All schools are opened today including those in Johor that have been closed for the past two days.
The ministry’s statement yesterday came about following queries and false messages about the matter.
It also advised that state education departments and district education offices around the country to continue monitoring the air pollutant index readings (API).
They could take the necessary action if there were changes to the API readings. In view of “disputes” over Malaysia’s API readings, Deputy Natural Resources and Environment Minister Datuk Hamim Samuri gave a briefing yesterday to explain that the measurement system here adheres to the standards set by the US Environmental Protection Agency.
“It is not true that the Government is lying.
“If you refer to experts, they will say our method meets international standards,” said Hamim.
He said Malaysia’s API readings differed from Singapore’s in one crucial aspect: Malaysia calculates the index based on PM10 levels, while Singapore measures both PM10 and PM2.5.
PM10 refers to fine particulate matter that are equal to or smaller than 10 micrometres (or microns), while PM2.5 refers to ultrafine particulates that are 2.5 micrometres.
A strand of human hair is typically around 30 to 40 micrometres.
Singapore began incorporating the PM2.5 system in April last year to derive its PSI.
During the haze season, PM10 (or PM2.5) is the most common determinant of the API, which also takes into account four pollutants – sulphur dioxide, nitrogen dioxide, ozone and carbon monoxide.
“Air pollutant readings based on the PM2.5 system are generally higher than those based on PM10. However, it should not matter much as the classification for good, moderate, unhealthy, very unhealthy and hazardous remain the same, regardless of whether it is PM2.5 or PM10,” said Department of Environment director-general Datuk Halimah Hassan.

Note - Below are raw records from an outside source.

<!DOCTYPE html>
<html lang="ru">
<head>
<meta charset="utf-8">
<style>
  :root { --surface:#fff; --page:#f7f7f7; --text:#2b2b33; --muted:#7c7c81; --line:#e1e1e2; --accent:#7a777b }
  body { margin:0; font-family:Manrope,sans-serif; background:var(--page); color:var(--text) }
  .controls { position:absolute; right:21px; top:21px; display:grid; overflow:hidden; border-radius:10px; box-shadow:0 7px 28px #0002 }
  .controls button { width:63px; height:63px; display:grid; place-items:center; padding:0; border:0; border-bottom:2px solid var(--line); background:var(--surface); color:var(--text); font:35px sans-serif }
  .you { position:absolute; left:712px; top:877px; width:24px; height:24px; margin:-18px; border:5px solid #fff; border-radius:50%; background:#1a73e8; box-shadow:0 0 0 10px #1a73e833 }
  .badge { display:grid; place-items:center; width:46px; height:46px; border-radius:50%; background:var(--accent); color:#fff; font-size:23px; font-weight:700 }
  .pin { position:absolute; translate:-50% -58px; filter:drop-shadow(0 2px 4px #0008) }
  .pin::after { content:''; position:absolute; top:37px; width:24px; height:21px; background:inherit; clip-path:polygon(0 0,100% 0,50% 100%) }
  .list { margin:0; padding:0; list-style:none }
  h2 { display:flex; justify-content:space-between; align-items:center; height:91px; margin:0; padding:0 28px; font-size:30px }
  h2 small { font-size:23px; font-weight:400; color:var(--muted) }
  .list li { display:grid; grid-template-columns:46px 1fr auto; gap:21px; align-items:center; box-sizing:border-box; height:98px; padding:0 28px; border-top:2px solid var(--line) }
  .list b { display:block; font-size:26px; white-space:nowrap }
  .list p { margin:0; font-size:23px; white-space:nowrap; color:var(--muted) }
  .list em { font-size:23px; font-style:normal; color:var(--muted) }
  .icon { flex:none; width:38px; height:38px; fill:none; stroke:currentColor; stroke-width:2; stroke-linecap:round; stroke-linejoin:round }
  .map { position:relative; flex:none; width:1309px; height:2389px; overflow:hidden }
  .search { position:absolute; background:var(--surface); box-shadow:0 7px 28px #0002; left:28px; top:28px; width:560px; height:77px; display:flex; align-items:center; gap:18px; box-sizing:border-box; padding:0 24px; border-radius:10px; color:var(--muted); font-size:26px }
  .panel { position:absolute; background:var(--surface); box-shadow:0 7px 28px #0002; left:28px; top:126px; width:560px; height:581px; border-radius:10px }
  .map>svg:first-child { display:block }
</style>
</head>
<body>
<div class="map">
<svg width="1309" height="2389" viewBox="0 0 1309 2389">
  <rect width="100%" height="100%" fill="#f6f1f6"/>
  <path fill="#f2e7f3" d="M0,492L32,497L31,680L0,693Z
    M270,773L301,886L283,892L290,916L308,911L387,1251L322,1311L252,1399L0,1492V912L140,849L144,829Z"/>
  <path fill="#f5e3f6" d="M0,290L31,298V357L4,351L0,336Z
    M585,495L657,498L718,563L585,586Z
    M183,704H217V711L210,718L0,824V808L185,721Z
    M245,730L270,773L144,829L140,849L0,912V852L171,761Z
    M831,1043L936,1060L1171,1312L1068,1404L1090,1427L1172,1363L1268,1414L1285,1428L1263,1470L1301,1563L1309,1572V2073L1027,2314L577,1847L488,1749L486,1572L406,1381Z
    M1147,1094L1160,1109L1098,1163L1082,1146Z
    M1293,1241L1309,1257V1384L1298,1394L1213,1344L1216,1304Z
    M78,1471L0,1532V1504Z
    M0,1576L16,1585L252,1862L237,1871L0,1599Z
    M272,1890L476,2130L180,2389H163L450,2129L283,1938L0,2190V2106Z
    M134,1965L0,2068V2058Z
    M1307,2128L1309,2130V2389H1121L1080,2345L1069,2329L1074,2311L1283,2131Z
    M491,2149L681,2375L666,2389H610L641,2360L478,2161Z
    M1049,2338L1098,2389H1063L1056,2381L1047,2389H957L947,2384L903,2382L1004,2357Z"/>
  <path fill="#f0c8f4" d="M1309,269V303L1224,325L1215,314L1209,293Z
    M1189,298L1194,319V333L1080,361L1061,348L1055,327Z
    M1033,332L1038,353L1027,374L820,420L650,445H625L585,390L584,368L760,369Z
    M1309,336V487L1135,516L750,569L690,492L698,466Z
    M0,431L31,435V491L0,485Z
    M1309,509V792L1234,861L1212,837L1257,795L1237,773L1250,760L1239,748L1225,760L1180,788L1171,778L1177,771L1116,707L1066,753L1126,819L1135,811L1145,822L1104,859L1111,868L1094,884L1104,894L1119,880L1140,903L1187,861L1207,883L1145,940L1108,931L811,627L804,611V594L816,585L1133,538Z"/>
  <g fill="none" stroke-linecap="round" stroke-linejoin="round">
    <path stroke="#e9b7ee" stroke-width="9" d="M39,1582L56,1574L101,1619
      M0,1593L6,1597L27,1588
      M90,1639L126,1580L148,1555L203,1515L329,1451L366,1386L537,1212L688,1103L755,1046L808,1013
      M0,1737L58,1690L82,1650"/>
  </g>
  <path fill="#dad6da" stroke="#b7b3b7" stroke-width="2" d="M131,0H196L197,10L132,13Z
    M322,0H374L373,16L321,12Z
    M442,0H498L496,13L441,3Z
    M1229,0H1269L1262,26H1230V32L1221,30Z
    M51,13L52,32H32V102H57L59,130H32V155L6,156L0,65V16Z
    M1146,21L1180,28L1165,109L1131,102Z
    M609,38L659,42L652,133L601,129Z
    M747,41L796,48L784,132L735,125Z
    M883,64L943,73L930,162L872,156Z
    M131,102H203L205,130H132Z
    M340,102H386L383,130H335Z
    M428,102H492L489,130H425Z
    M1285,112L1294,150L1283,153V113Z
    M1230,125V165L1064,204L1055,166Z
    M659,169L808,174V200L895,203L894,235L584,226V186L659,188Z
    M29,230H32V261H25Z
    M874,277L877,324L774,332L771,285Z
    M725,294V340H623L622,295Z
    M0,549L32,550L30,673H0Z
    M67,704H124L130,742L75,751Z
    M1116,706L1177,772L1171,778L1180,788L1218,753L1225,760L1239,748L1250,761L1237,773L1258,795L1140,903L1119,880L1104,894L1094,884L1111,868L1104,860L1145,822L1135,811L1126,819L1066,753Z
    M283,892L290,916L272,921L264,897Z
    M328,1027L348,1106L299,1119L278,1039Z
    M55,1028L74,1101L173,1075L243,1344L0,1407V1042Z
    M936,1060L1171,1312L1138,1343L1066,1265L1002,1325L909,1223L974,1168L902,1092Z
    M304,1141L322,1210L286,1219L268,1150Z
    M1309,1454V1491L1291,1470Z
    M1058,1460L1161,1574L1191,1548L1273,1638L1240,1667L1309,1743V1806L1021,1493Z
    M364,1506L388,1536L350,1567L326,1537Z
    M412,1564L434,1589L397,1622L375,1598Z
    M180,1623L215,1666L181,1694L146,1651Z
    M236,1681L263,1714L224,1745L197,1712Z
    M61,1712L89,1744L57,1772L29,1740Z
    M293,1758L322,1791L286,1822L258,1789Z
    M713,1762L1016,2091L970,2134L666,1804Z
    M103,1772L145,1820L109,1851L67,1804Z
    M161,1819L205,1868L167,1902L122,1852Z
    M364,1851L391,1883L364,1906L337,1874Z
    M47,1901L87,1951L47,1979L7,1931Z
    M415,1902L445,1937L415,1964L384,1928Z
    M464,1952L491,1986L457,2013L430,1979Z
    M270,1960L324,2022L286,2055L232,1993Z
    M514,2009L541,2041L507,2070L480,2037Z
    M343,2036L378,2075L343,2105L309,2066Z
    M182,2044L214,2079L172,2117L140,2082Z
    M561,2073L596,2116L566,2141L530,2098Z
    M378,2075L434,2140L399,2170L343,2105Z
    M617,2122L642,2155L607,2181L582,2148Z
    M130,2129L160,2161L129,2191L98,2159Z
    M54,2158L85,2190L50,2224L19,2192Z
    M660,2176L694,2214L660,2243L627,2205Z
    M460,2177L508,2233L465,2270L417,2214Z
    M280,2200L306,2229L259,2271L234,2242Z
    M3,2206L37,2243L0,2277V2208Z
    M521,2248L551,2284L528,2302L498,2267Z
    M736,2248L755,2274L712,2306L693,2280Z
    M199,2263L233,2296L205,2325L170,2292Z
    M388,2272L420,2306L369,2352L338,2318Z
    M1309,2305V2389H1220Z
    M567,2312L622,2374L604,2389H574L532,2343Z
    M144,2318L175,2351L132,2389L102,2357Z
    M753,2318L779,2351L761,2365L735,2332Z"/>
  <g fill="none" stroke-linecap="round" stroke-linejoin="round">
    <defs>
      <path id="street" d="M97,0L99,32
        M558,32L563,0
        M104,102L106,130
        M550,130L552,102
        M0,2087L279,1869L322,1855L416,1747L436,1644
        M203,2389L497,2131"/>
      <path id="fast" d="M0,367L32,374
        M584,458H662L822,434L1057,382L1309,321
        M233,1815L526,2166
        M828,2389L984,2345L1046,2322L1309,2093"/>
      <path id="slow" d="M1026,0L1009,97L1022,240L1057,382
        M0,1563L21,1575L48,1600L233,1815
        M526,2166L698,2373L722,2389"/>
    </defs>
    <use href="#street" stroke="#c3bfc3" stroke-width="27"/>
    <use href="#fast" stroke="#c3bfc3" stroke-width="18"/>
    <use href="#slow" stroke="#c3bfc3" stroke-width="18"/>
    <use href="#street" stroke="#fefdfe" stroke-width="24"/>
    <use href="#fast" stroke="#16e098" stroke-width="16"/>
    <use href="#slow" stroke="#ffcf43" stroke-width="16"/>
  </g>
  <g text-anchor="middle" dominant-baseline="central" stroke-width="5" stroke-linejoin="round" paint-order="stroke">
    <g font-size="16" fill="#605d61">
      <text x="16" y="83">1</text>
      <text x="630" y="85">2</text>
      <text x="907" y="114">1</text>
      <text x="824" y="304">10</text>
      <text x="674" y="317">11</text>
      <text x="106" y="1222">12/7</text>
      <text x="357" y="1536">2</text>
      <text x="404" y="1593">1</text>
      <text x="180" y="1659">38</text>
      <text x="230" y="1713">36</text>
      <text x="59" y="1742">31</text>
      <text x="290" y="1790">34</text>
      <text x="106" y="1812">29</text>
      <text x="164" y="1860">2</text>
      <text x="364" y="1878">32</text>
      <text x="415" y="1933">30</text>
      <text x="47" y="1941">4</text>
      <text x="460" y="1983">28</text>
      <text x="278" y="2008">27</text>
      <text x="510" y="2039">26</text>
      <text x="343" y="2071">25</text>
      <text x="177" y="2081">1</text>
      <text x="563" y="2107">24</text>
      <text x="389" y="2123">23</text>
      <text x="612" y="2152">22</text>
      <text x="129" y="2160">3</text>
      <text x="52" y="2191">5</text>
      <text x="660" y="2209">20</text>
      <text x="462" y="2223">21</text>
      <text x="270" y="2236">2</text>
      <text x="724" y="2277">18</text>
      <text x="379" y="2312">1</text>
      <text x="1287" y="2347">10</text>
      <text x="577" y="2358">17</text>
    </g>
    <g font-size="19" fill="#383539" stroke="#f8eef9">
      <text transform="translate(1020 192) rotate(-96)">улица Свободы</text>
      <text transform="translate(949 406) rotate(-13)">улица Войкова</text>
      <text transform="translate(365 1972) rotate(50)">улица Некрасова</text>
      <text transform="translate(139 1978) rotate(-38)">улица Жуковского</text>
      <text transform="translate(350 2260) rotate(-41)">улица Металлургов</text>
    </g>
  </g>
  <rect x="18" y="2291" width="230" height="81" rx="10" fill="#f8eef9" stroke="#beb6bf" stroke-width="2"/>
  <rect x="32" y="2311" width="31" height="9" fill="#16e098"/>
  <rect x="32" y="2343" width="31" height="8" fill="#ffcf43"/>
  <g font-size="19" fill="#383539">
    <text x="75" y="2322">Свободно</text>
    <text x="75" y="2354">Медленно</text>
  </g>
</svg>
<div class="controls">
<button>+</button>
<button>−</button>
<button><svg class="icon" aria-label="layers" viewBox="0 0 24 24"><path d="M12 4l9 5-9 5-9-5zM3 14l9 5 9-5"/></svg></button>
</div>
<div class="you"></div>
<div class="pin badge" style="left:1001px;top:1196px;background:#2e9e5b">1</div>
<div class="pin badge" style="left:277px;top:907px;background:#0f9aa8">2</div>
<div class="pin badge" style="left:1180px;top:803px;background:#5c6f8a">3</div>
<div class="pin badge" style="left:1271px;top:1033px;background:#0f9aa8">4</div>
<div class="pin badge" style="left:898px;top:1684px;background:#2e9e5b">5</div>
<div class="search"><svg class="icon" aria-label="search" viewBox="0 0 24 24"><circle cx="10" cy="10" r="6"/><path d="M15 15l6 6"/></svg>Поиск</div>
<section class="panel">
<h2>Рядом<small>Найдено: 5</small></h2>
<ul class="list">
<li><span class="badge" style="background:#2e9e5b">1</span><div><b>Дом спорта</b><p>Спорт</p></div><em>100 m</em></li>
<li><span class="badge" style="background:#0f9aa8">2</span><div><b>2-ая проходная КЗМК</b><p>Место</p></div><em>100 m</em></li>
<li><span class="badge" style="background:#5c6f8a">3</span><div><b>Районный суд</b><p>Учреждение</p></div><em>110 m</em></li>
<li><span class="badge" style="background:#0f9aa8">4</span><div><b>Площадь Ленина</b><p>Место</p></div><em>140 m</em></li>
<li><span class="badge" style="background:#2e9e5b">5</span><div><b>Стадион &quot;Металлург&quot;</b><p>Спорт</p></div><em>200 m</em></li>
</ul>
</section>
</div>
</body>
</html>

Hamim said only 12 air quality monitoring stations in Malaysia could capture data on PM2.5, and the Government was expected to equip all its 52 monitoring stations to be PM2.5-compliant by 2017.
This upgrade will cost RM6.24mil, while the annual operating cost of all stations will be RM840,000.
Yesterday morning, air quality deteriorated with 17 areas recording unhealthy levels compared to 11 places on Tuesday evening.
The highest levels were recorded in Bukit Rambai, Malacca (153) and Port Dickson (141). Both Port Klang and Shah Alam had readings of 102.
The most affected areas in Johor were Pasir Gudang (132), Larkin (123) and Kota Tinggi (107).
In George Town, residents woke up to a hazy day again after several days of clear skies. By 2pm, that familiar smoky smell was everywhere.
Housewife Wendy Teoh, 32, said she had to give her morning market visit a miss.
“I did not want to risk having my asthma act up,” she said.
Resident L. Vishwa, who had wanted to go for his daily evening run, said: “I thought the past few days of clear skies was an indication that there was no more haze.”